***** Listed records

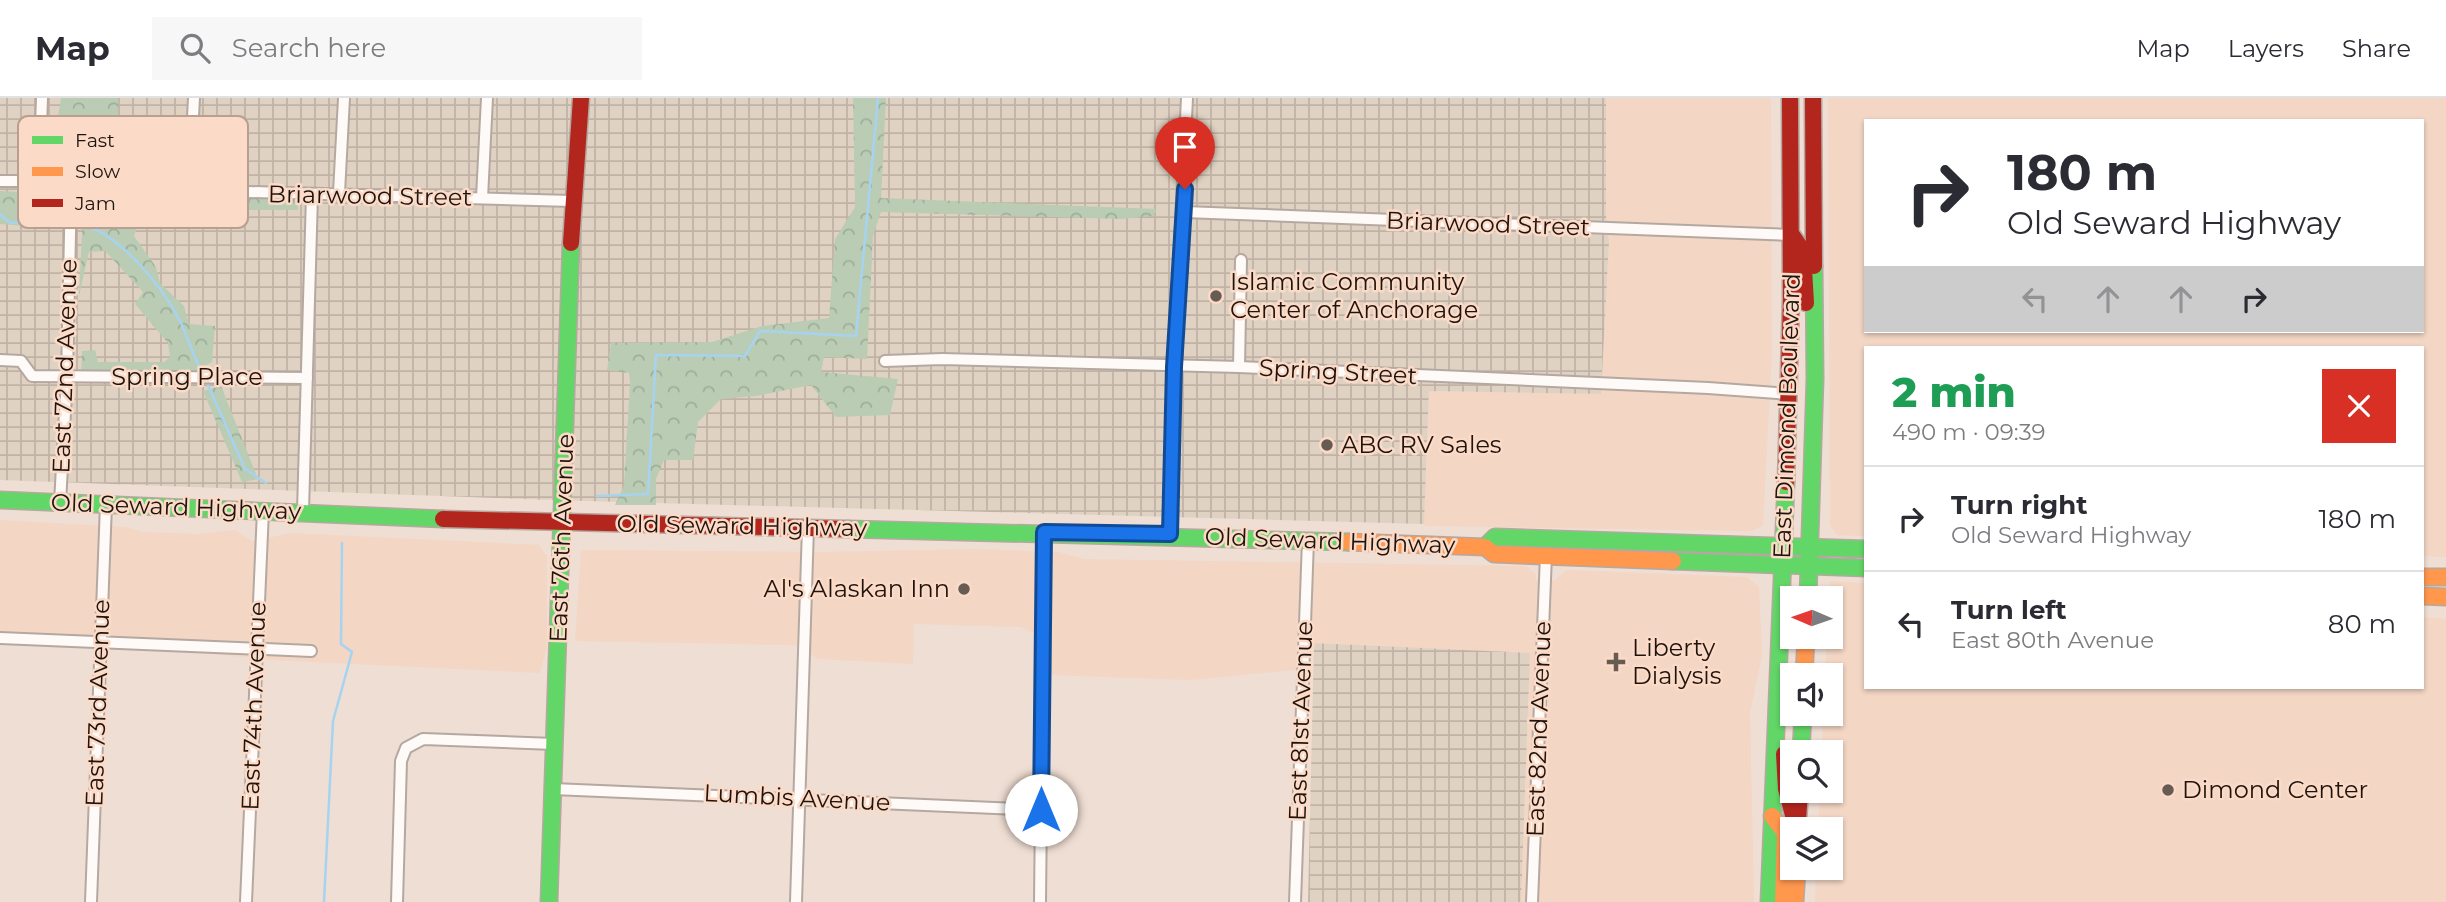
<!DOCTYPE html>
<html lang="en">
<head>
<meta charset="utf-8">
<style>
	:root { --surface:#fff; --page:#f7f7f7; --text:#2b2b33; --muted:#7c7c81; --line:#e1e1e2 }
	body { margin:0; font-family:Montserrat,sans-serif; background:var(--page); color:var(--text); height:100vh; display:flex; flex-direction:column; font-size:26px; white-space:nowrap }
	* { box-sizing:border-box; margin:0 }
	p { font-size:23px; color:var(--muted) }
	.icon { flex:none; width:38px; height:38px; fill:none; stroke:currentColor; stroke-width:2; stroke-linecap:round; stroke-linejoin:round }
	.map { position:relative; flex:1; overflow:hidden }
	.details { position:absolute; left:1864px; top:248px; width:560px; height:343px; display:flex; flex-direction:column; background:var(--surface); border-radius:0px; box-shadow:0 2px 5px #0004 }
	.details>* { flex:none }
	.guide { position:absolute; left:1864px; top:21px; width:560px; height:214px; border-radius:0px; box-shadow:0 2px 5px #0004; background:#fff; color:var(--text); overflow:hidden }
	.needle { width:46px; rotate:272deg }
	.tools { position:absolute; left:1780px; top:488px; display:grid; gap:14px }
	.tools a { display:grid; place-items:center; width:63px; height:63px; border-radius:0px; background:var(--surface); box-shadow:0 2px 5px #0004; font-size:35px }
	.pin { position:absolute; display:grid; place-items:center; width:60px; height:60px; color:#fff; margin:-72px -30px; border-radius:50% 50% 50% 0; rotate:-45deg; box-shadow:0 0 7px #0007 }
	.pin .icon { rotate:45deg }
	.me { position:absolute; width:77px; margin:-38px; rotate:0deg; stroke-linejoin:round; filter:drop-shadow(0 0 5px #0008) }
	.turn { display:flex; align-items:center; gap:24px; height:147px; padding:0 28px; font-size:32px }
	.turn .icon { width:91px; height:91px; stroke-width:2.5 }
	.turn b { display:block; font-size:49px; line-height:60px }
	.lanes { display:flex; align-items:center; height:66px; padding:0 28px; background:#0003; justify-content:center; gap:35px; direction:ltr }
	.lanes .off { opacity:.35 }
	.round { display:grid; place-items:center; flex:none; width:74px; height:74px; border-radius:0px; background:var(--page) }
	.head { display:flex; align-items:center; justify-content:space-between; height:119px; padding:0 28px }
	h1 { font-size:42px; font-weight:800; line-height:52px; color:#1e9e55 }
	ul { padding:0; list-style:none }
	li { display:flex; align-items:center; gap:21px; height:105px; padding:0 28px; border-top:2px solid var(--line) }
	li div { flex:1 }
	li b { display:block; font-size:26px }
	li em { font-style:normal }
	header { display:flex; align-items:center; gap:42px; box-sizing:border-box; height:98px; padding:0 35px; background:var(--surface); border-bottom:2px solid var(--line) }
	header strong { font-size:33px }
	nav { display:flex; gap:38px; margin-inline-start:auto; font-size:24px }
	.search { width:490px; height:63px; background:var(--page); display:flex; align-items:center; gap:18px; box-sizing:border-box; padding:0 24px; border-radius:0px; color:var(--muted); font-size:26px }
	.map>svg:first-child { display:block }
</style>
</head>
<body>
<header>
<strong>Map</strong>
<div class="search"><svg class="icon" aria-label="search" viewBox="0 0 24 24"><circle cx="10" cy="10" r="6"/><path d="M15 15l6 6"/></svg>Search here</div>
<nav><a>Map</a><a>Layers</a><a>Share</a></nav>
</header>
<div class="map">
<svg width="2446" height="804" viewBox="0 0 2446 804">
	<defs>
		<pattern id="industrial-grid" width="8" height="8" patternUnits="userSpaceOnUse" patternTransform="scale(1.75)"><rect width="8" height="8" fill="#e0d2c2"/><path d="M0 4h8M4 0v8" fill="none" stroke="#c0b3a6"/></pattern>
		<pattern id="forest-crowns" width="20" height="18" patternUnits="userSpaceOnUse" patternTransform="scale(1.75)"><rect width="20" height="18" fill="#baccb4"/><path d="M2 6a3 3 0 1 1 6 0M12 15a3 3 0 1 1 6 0" fill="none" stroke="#9fae9a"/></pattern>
	</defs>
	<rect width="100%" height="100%" fill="#efded3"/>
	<g fill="#f3d6c4" fill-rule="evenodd">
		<path d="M1606 0H1771L1772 254 1763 427 1752 433 1427 428 1424 426 1429 293 1601 296 1609 144 1606 117Z"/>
		<path d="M1828 0H2446V459L2422 458V250H1866L1865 438 1837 437 1830 427ZM1866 23H2422V233H1866Z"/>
		<path d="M0 422 125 429 143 434 198 436 235 432 252 443 292 435 539 447 547 459V549L540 575 271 562 100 544H0Z"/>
		<path d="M973 451 1059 454 1084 461 1525 468 1536 476V482H1555L1567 472 1747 479 1759 489 1762 557 1750 615 1754 804H1521L1530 556 1315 545 1297 572 1191 582 1050 577 1034 535 1021 529 914 526 913 566 818 561 795 547 575 543 581 452 824 454Z"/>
		<path d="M1830 483 1865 485 1866 590H2422V519L2446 521V804H1815L1816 770H1830V732L1818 731 1820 693H1830V654H1822L1823 616H1830V578L1825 577 1827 539H1830Z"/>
	</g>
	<g fill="url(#industrial-grid)">
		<path d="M0 0H1606V117L1609 144 1601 296 1429 293 1424 426 550 402 0 382Z"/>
		<path d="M1314 545 1530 555 1521 804H1308Z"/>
	</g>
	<g fill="url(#forest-crowns)">
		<path d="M61 0H118V74L49 72Z"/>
		<path d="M853 0H886L881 100 1157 111 1153 118 1121 121 881 114 873 138 867 261 824 259 821 274 898 281 890 317 836 319 811 287 756 298 721 301 698 324 693 362H664L656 381V407H615L624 388 630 284 629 275 607 272 611 245 712 244 762 228 829 220 835 141 855 109Z"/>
		<path d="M0 93 64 96V131L0 126Z"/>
		<path d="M89 96 298 102V112H247L246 129H137L134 138 156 169 160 185 184 208 189 226 215 228 212 264 197 273 81 276 82 253 95 252 98 264H164L170 259 168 245 135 206 143 194 105 153 89 154 79 198 83 114Z"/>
		<path d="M221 288 258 381 242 384 203 293Z"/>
	</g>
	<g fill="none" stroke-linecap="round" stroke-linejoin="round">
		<g stroke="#a6d4f0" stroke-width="2.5">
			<path d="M0 116 10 125 64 122"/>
			<path d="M81 126C120 136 163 189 181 225 188 240 193 256 200 271"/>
			<path d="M208 287 245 371 266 385"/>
			<path d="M597 398 648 396 656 257 745 258 760 233 856 238 878 0"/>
			<path d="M324 804 333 623 352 554 341 546 342 445"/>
		</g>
		<g stroke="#b5a8a0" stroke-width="14">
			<g id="street">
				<path d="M0 83H39L71 89 572 103"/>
				<path d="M39 83 42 0"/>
				<path d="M189 93 194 0"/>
				<path d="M339 95 344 0"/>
				<path d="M482 100 487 0"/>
				<path d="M1184 114 1792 137"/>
				<path d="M0 262 21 263 32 278 307 280"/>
				<path d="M885 263 942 261 1239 269 1708 290 1790 296"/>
				<path d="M1239 269 1241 162"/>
				<path d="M60 405 67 278 71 89"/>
				<path d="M303 413 312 97"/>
				<path d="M1170 437 1174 269 1187 0"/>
				<path d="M0 540 311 553"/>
				<path d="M553 691 1042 712"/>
				<path d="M91 804 106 406"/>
				<path d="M246 804 263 412"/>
				<path d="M397 804 401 663 406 650 423 641 554 646"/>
				<path d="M796 804 808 429"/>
				<path d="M1040 804 1044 434"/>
				<path d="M1295 804 1308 442"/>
				<path d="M1532 804 1546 457"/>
			</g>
		</g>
		<g stroke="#b5a8a0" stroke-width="19">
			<g id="fast">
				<path d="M0 402 443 421"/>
				<path d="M848 431 1348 444"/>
				<path d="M1485 449 1495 439 1866 451"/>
				<path d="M1673 463 1866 470"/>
				<path d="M1808 500 1815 281 1814 168"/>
				<path d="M1801 654 1803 616"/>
				<path d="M549 804 571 145"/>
				<path d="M1769 804 1786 384"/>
			</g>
		</g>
		<g stroke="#b5a8a0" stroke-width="19">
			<g id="slow">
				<path d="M1348 444 1485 449 1494 456 1673 463"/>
				<path d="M2422 479H2446"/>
				<path d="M2422 498 2446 499"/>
				<path d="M1804 578 1806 539"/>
				<path d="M1772 718 1785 735 1783 804"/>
				<path d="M1795 804 1797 770"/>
			</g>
		</g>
		<g stroke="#b5a8a0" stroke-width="19">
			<g id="jam">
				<path d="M1813 0 1814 168"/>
				<path d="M1792 137 1803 153 1806 205"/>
				<path d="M571 145 581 0"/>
				<path d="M1786 384 1791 201 1790 0"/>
				<path d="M443 421 848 431"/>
				<path d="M1784 656 1786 691 1797 732"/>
				<path d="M1798 722 1800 693"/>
			</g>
		</g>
		<use href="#street" stroke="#fdfaf8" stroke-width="10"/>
		<use href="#fast" stroke="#63d668" stroke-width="16"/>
		<use href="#slow" stroke="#ff974d" stroke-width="16"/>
		<use href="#jam" stroke="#b3261e" stroke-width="16"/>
	</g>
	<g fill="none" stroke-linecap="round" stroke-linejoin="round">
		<g stroke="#114b97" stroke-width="18">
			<path id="route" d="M1041 712 1044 434 1170 436 1174 269 1185 91"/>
		</g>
		<use href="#route" stroke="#1a73e8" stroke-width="12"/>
	</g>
	<g fill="#685b52" stroke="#fbdac7" stroke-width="2.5">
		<circle cx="1216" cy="198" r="7"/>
		<circle cx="1327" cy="347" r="7"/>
		<circle cx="964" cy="491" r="7"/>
		<path d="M1612.5 553.5h7v7h7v7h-7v7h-7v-7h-7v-7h7z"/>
		<circle cx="2168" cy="692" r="7"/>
	</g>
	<g text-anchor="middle" stroke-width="5" stroke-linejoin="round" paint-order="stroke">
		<g font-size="24" fill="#1f140d" stroke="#fbdac7">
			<text transform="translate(370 98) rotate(1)" y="8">Briarwood Street</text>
			<text transform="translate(1488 126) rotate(2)" y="8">Briarwood Street</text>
			<text transform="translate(65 268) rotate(-88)" y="8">East 72nd Avenue</text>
			<text transform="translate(1338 274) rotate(3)" y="8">Spring Street</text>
			<text x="187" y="287">Spring Place</text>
			<text transform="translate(1787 318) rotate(-88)" y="8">East Dimond Boulevard</text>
			<text transform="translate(176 409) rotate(2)" y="8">Old Seward Highway</text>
			<text transform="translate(742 428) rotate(1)" y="8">Old Seward Highway</text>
			<text transform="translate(562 440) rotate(-88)" y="8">East 76th Avenue</text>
			<text transform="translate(1330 443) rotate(2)" y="8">Old Seward Highway</text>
			<text transform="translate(98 605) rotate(-88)" y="8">East 73rd Avenue</text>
			<text transform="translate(254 608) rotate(-88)" y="8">East 74th Avenue</text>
			<text transform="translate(1301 623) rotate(-88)" y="8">East 81st Avenue</text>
			<text transform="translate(1539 631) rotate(-88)" y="8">East 82nd Avenue</text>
			<text transform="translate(797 700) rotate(3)" y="8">Lumbis Avenue</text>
		</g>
		<g font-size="24" fill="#1f140d" stroke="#fbdac7" text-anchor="start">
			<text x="1230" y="192">Islamic Community<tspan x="1230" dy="28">Center of Anchorage</tspan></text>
			<text x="1341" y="355">ABC RV Sales</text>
			<text x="950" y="499" text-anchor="end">Al's Alaskan Inn</text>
			<text x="1632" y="558">Liberty<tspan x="1632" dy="28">Dialysis</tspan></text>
			<text x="2182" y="700">Dimond Center</text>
		</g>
	</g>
	<rect x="18" y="18" width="230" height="112" rx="10" fill="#fbdac7" stroke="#b99f8f" stroke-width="2"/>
	<rect x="32" y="38" width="31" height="8" fill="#63d668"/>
	<rect x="32" y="69" width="31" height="9" fill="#ff974d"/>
	<rect x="32" y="101" width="31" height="8" fill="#b3261e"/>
	<g font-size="19" fill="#1f140d">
		<text x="75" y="49">Fast</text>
		<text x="75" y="80">Slow</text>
		<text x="75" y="112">Jam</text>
	</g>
</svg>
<div class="tools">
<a><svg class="needle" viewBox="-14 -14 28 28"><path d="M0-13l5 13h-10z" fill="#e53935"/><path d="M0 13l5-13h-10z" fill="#7c7c81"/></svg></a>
<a><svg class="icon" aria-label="sound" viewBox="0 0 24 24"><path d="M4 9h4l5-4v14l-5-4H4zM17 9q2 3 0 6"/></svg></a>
<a><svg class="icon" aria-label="search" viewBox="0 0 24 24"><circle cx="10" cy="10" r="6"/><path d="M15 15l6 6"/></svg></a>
<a><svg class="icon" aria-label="layers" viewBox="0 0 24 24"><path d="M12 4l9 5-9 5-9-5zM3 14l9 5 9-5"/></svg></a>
</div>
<div class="pin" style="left:1185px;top:91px;background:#d93025"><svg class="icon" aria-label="arrive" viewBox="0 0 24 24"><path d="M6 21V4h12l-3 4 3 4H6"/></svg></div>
<svg class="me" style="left:1041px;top:712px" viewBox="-20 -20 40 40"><circle r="19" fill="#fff"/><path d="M0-13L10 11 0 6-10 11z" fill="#1a73e8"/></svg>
<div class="guide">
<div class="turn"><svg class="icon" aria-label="right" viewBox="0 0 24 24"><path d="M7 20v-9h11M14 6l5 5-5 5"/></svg><div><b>180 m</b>Old Seward Highway</div></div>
<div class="lanes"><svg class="icon off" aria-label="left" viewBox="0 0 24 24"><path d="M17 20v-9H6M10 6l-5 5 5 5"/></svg><svg class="icon off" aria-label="ahead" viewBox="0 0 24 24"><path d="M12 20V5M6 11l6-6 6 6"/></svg><svg class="icon off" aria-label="ahead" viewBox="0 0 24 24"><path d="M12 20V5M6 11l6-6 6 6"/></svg><svg class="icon" aria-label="right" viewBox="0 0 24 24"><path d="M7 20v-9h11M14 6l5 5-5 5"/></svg></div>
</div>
<section class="details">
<div class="head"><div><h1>2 min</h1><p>490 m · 09:39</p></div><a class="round" style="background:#d93025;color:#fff"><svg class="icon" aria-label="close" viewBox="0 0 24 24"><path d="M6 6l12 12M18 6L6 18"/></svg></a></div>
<ul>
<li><svg class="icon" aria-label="right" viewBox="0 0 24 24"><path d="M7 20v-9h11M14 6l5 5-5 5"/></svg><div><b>Turn right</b><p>Old Seward Highway</p></div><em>180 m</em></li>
<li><svg class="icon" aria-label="left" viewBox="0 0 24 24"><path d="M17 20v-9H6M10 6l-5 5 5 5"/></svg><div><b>Turn left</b><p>East 80th Avenue</p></div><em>80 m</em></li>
</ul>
</section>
</div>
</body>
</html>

**********

Exact duplication is required for the lines above, from the line that contains "position:absolute; width:77px; margin:-38px;" to the line that contains "display:block; font-size:49px; line-height:60px", inclusive; omit all others.

- Reply -
	.me { position:absolute; width:77px; margin:-38px; rotate:0deg; stroke-linejoin:round; filter:drop-shadow(0 0 5px #0008) }
	.turn { display:flex; align-items:center; gap:24px; height:147px; padding:0 28px; font-size:32px }
	.turn .icon { width:91px; height:91px; stroke-width:2.5 }
	.turn b { display:block; font-size:49px; line-height:60px }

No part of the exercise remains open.